The other day my wife told me to pass her her lipstick, but I accidently passed her a glue stick... she still isn't talking to me.
"I've only been ripped off twice in my life. The first time was when I ordered three kebabs and they only delivered two. The second time was when we signed Cristiano Ronaldo."
-Al Nassr owner
Me: I found a group of furries in the woods.
Voice in back: Well, it looks like we're going huntin'.
Why do orphans go to the ancient pyramids for vacation?
In hope to find a mummy.
Your mom is so ugly when she tried to enter the ugly contest, they said they don't allow professionals.
Yo mama is so fat when she stepped on the scale, it said, "I need your weight, not your phone number!"
What did the evil chicken lay?
Deviled eggs.
Yo mama so stupid, she brought a spoon to the Super Bowl.
I'm pretty sure that 9/11 was the biggest game of Jenga ever recorded in history.
What's the similarity between my son and a rug from eBay? I asked for a refund.
One day, a priest and a nun went to play golf together.
In the first shot, the priest missed his shot and said, "Fuck, I missed it!"

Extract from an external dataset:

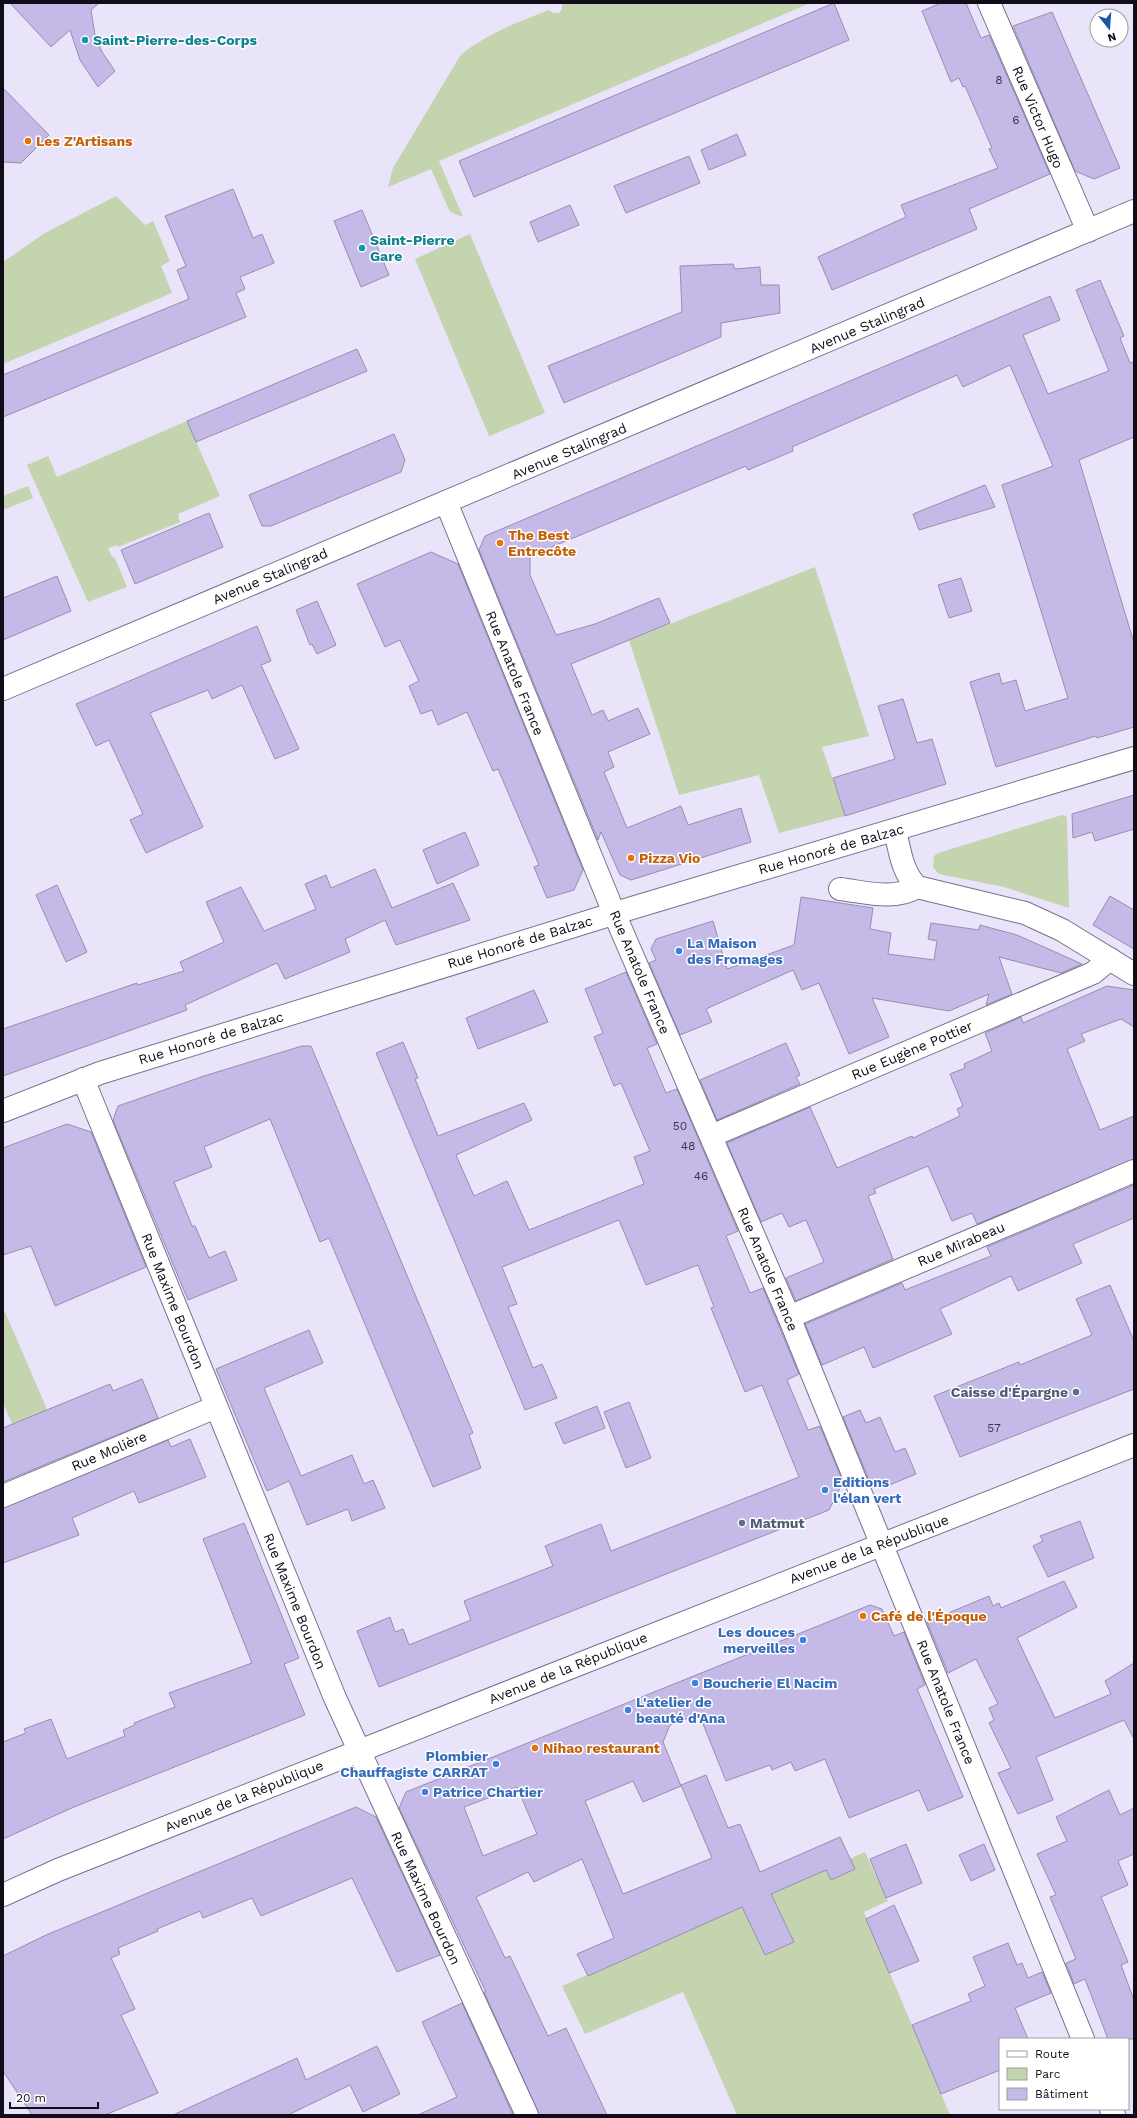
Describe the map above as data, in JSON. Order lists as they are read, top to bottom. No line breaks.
{"streets":{"street":["Rue Victor Hugo","Avenue Stalingrad","Rue Anatole France","Rue Honoré de Balzac","Rue Eugène Pottier","Rue Mirabeau","Rue Maxime Bourdon","Rue Molière","Avenue de la République"]},"crossings":[["Rue Victor Hugo","Avenue Stalingrad"],["Avenue Stalingrad","Rue Anatole France"],["Rue Anatole France","Rue Honoré de Balzac"],["Rue Anatole France","Rue Eugène Pottier"],["Rue Anatole France","Rue Mirabeau"],["Rue Anatole France","Avenue de la République"],["Rue Honoré de Balzac","Rue Maxime Bourdon"],["Rue Maxime Bourdon","Rue Molière"],["Rue Maxime Bourdon","Avenue de la République"]],"places":["Saint-Pierre-des-Corps","Les Z'Artisans","Saint-Pierre Gare","The Best Entrecôte","Pizza Vio","La Maison des Fromages","Caisse d'Épargne","Editions l'élan vert","Matmut","Café de l'Époque","Les douces merveilles","Boucherie El Nacim","L'atelier de beauté d'Ana","Nihao restaurant","Plombier Chauffagiste CARRAT","Patrice Chartier"],"house_numbers":["8","6","50","48","46","57"],"legend":["Route","Parc","Bâtiment"],"scale_bar":"20 m","north":"bottom"}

The nun replied, "Hey, you should not curse."
In the second shot, the priest missed his shot again and said, "Fuck, I missed again!"
The nun replied, "Hey, stop swearing, or else God will punish you."
In the next shot, the priest missed once again. He shouted, "Fuck this, this game is bullshit!"
The nun replied, "Enough! God is definitely going to punish you anytime now."
Suddenly, a thunderbolt struck the nun and killed her. The clouds separated from the sky, and there was a voice in the sky saying, "Oh, fuck, I missed!"
When my son was little, he loved to draw. Although he would always rip up the paper whenever there was one little slip up. Too bad he became a tattoo artist.....
Yo mama's so fat, when she walked by the TV when I was watching a show, I waited, and when she finally passed by, Netflix said suggestions: Hulu, and Peacock.
Yo mama so fat, she don't need the internet because she is already worldwide.
Yo mama's so dumb, when a robber stole her TV, she said, "You forgot the remote!"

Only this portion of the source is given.